◆ **EXERCISE DESCRIPTION**: In the listing below, look for "body" and copy every line that has it.

Segment Open

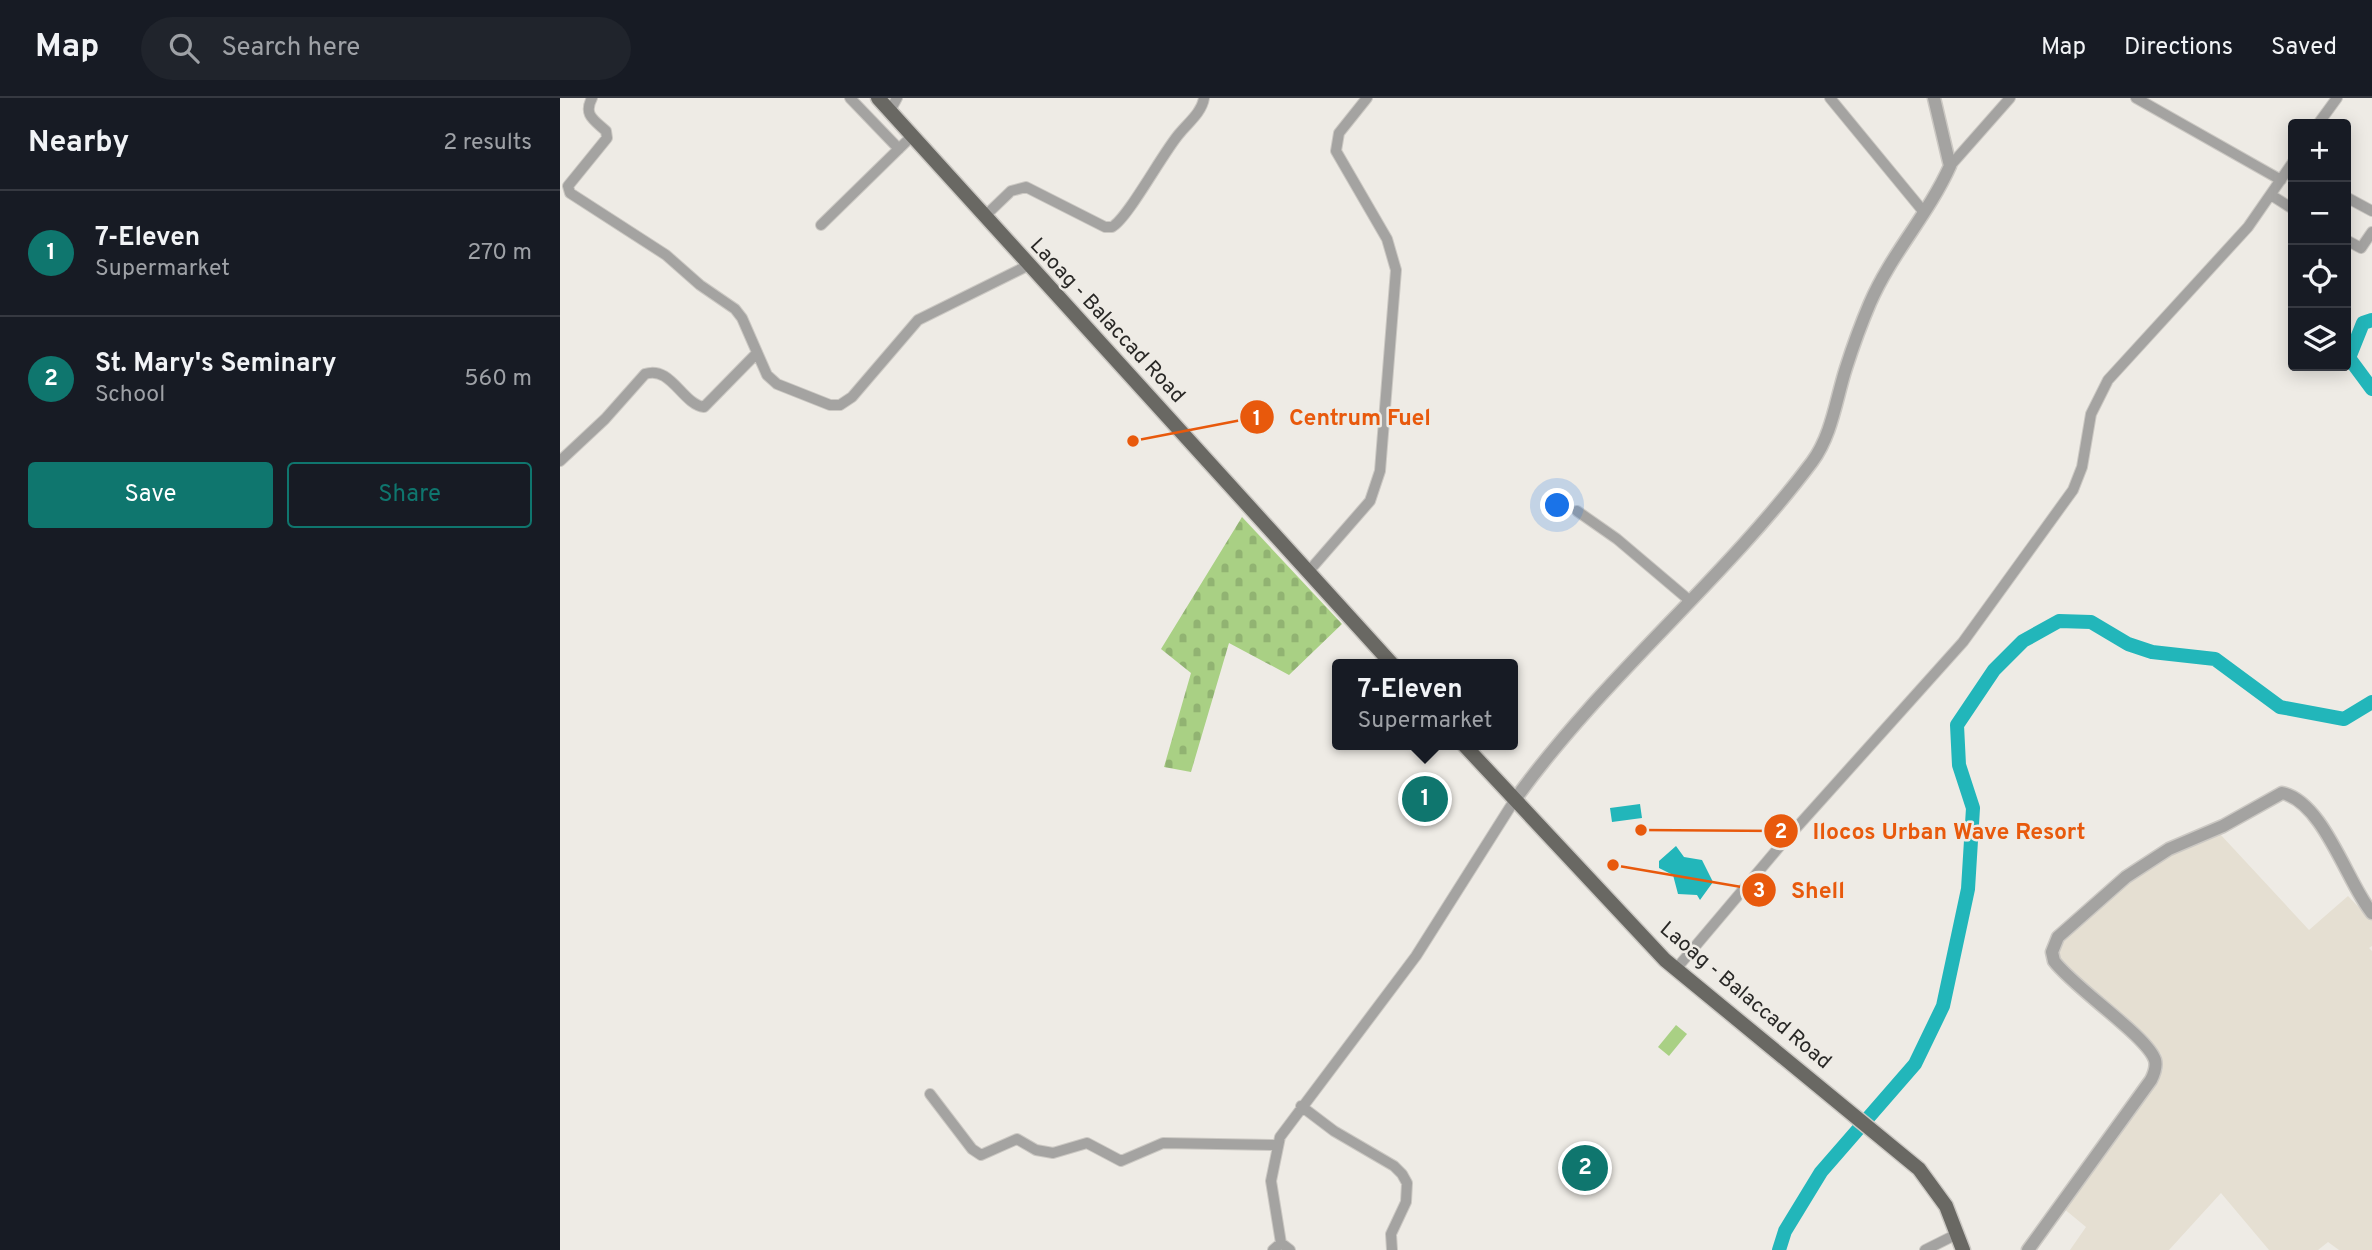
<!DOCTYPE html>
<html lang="en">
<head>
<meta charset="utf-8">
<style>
	:root { --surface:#171b24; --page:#20242c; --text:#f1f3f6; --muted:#9ea1a6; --line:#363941; --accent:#0f766e }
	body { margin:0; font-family:Overpass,sans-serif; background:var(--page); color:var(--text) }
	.controls { position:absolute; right:21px; top:21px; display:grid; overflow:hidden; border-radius:7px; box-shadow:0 4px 18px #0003 }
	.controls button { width:63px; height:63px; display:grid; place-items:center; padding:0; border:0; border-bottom:2px solid var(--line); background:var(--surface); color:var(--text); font:35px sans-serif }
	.you { position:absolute; left:998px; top:408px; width:24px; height:24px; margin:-18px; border:5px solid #fff; border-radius:50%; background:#1a73e8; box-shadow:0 0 0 10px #1a73e833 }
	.badge { display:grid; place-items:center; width:46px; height:46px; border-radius:50%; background:var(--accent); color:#fff; font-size:23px; font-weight:700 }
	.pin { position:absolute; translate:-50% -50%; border:4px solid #fff; box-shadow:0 2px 7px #0006 }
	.popup { position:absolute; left:772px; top:561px; width:186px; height:91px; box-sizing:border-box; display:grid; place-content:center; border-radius:7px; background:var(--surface); filter:drop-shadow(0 2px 5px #0005); font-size:23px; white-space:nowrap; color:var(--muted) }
	.popup b { font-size:26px; color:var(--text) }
	.popup::after { content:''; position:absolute; left:50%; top:100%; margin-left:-14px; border:14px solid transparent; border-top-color:var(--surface) }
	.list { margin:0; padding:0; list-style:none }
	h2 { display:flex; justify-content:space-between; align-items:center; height:91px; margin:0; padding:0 28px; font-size:30px }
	h2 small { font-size:23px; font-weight:400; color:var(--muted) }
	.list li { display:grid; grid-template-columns:46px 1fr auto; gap:21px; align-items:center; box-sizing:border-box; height:126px; padding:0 28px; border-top:2px solid var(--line) }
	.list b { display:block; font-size:26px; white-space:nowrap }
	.list p { margin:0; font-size:23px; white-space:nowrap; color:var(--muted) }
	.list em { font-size:23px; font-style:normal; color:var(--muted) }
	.actions { display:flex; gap:14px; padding:21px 28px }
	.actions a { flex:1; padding:16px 0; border:2px solid var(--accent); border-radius:7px; text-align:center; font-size:24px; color:var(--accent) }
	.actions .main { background:var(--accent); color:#fff }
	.icon { flex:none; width:38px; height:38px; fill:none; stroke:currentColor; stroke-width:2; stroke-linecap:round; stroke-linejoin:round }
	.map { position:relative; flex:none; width:1812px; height:1152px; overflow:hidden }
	header { display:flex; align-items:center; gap:42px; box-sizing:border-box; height:98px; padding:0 35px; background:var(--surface); border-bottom:2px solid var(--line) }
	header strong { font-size:33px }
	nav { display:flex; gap:38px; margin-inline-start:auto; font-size:24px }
	.search { width:490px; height:63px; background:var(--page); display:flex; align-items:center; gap:18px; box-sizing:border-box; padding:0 24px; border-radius:38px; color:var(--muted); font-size:26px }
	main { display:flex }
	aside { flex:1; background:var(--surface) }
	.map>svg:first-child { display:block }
</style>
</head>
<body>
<header>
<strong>Map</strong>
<div class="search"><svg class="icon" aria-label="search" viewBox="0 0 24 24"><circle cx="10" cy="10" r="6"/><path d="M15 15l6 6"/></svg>Search here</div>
<nav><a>Map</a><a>Directions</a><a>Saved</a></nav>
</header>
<main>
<aside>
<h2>Nearby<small>2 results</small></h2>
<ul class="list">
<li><span class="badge">1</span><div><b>7-Eleven</b><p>Supermarket</p></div><em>270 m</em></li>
<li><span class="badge">2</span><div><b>St. Mary's Seminary</b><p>School</p></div><em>560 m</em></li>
</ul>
<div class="actions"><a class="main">Save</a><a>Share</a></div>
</aside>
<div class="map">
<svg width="1812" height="1152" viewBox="0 0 1812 1152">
	<defs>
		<pattern id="cemetery-stones" width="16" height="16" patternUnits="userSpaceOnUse" patternTransform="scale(1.75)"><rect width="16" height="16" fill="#a9d084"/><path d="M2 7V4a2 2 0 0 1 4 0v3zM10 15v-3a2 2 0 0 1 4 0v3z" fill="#91b372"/></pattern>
	</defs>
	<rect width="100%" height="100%" fill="#eeebe5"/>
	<path fill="#e5dfd2" d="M 1660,736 L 1749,832 L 1788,798 L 1812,823 L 1812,848 L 1809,850 L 1812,853 L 1812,1152 L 1779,1152 L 1768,1144 L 1758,1152 L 1709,1152 L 1661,1095 L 1609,1152 L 1510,1152 L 1526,1129 L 1503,1110 L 1597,986 L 1603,971 L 1601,956 L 1502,866 L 1497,856 L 1501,842 L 1546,800 L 1613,754 Z"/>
	<path fill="#a9d084" d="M 1116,927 L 1127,936 L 1109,958 L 1098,949 Z"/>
	<path fill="url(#cemetery-stones)" d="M 682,419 L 782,526 L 729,577 L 669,545 L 631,674 L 604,669 L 631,575 L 601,551 Z"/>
	<path fill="#22b6ba" d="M 1080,706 L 1082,720 L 1052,724 L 1050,710 Z
		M 1116,748 L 1124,759 L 1142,762 L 1153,784 L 1140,802 L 1137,797 L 1118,796 L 1113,777 L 1099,770 L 1099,763 Z"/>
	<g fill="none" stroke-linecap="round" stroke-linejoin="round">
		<path stroke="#22b6ba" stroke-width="14" d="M 1812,222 L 1803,225 L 1789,260 L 1812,291
			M 1219,1152 L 1225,1133 L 1261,1074 L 1355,966 L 1383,908 L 1408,791 L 1413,710 L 1399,667 L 1397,627 L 1434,572 L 1463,543 L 1499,523 L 1531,524 L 1568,546 L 1592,554 L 1655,561 L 1720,609 L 1784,621 L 1812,604"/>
		<defs>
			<path id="minor" d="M 32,0 C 23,17 34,22 46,33 L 47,40 L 8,88 L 10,95 L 106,157 L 140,187 L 175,211 L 182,220 L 207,277 L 217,286 L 270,307 L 280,307 L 292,299 L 358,222 L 467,168
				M 290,0 L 339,51
				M 1270,0 L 1363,113
				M 1576,0 L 1721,82
				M 330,13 L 337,0
				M 1758,26 L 1777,0
				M 1390,68 L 1450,0
				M 1711,97 L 1733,111
				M 1786,99 L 1812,113
				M 425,118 L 451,93 L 466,89 L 545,129 L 552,129 C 568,120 602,56 619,36 C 628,25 642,14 644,0
				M 261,127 L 352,38
				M 1786,142 L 1801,150 L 1812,134
				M 0,363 L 45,321 L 85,276 C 111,267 122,306 144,309 L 196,256
				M 1017,413 L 1057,441 L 1129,502
				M 749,473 L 810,403 L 820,373 L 836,172 L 827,141 L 776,53 L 779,35 L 807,0
				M 1116,871 L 1220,748 L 1403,544 L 1513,392 L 1522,369 L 1531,316 L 1548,282 L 1688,129 L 1733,64
				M 370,996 L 412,1051 L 421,1057 L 457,1041 L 476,1052 L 493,1055 L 527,1045 L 561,1063 L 603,1045 L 717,1047
				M 741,1008 L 774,1033 L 834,1068 L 842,1076 L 847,1085 L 846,1104 L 831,1136 L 832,1152
				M 721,1145 L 711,1083 L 720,1039 L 856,858 L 954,703
				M 713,1152 L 721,1145 L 730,1152
				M 1365,1152 L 1397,1136"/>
			<path id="tertiary" d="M 954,703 C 1042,580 1161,485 1252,364 C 1272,337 1276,301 1286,270 C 1293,248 1301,226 1310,205 C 1331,156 1368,117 1390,68 L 1374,0
				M 1468,1152 L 1591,982 C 1594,976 1597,969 1595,962 C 1587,938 1514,890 1494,863 L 1492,854 L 1498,839 L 1566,779 L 1609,751 L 1663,728 L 1722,695 C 1764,704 1788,787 1812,815"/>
			<path id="primary" d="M 318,0 L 832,566
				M 904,647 L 1105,862 L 1359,1071 L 1386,1108 L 1403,1152"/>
		</defs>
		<use href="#minor" stroke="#cbc8c3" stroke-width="12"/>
		<use href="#tertiary" stroke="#cbc8c3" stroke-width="15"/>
		<use href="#primary" stroke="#cbc8c3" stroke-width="17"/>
		<use href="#minor" stroke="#a4a3a1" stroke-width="10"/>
		<use href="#tertiary" stroke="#a4a3a1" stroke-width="12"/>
		<use href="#primary" stroke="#696863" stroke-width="14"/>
	</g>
	<g text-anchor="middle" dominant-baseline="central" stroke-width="5" stroke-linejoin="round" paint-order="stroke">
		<g font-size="21" fill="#292826" stroke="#eeebe5">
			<text transform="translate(547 223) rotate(47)">Laoag - Balaccad Road</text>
			<text transform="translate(1185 898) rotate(40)">Laoag - Balaccad Road</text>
		</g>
	</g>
	<path fill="none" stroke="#e8590c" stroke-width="2.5" d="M573 343L697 319M1081 732L1221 733M1053 767L1199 792"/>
	<g fill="#e8590c" stroke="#eeebe5" stroke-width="2.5">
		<circle cx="573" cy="343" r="7"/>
		<circle cx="1081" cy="732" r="7"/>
		<circle cx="1053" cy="767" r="7"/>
		<circle cx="697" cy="319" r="18"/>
		<circle cx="1221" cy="733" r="18"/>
		<circle cx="1199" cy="792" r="18"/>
	</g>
	<g font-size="21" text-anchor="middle" font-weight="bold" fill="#fff">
		<text x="697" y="327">1</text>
		<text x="1221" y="740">2</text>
		<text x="1199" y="799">3</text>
	</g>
	<g font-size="23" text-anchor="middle" font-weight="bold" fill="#e8590c" stroke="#eeebe5" stroke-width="5" stroke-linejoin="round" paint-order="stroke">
		<text x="800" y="327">Centrum Fuel</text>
		<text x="1389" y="741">Ilocos Urban Wave Resort</text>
		<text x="1258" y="800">Shell</text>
	</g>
</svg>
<div class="controls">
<button>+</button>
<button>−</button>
<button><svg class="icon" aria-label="locate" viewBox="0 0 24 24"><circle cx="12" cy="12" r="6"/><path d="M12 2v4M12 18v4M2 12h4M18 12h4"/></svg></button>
<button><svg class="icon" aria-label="layers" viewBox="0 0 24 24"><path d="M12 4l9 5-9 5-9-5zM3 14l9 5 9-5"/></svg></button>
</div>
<div class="you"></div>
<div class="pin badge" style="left:865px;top:701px">1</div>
<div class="popup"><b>7-Eleven</b>Supermarket</div>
<div class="pin badge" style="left:1025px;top:1070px">2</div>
</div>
</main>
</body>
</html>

Segment Closed

◆ **ANSWER TO THIS PROBLEM**:
	body { margin:0; font-family:Overpass,sans-serif; background:var(--page); color:var(--text) }
<body>
</body>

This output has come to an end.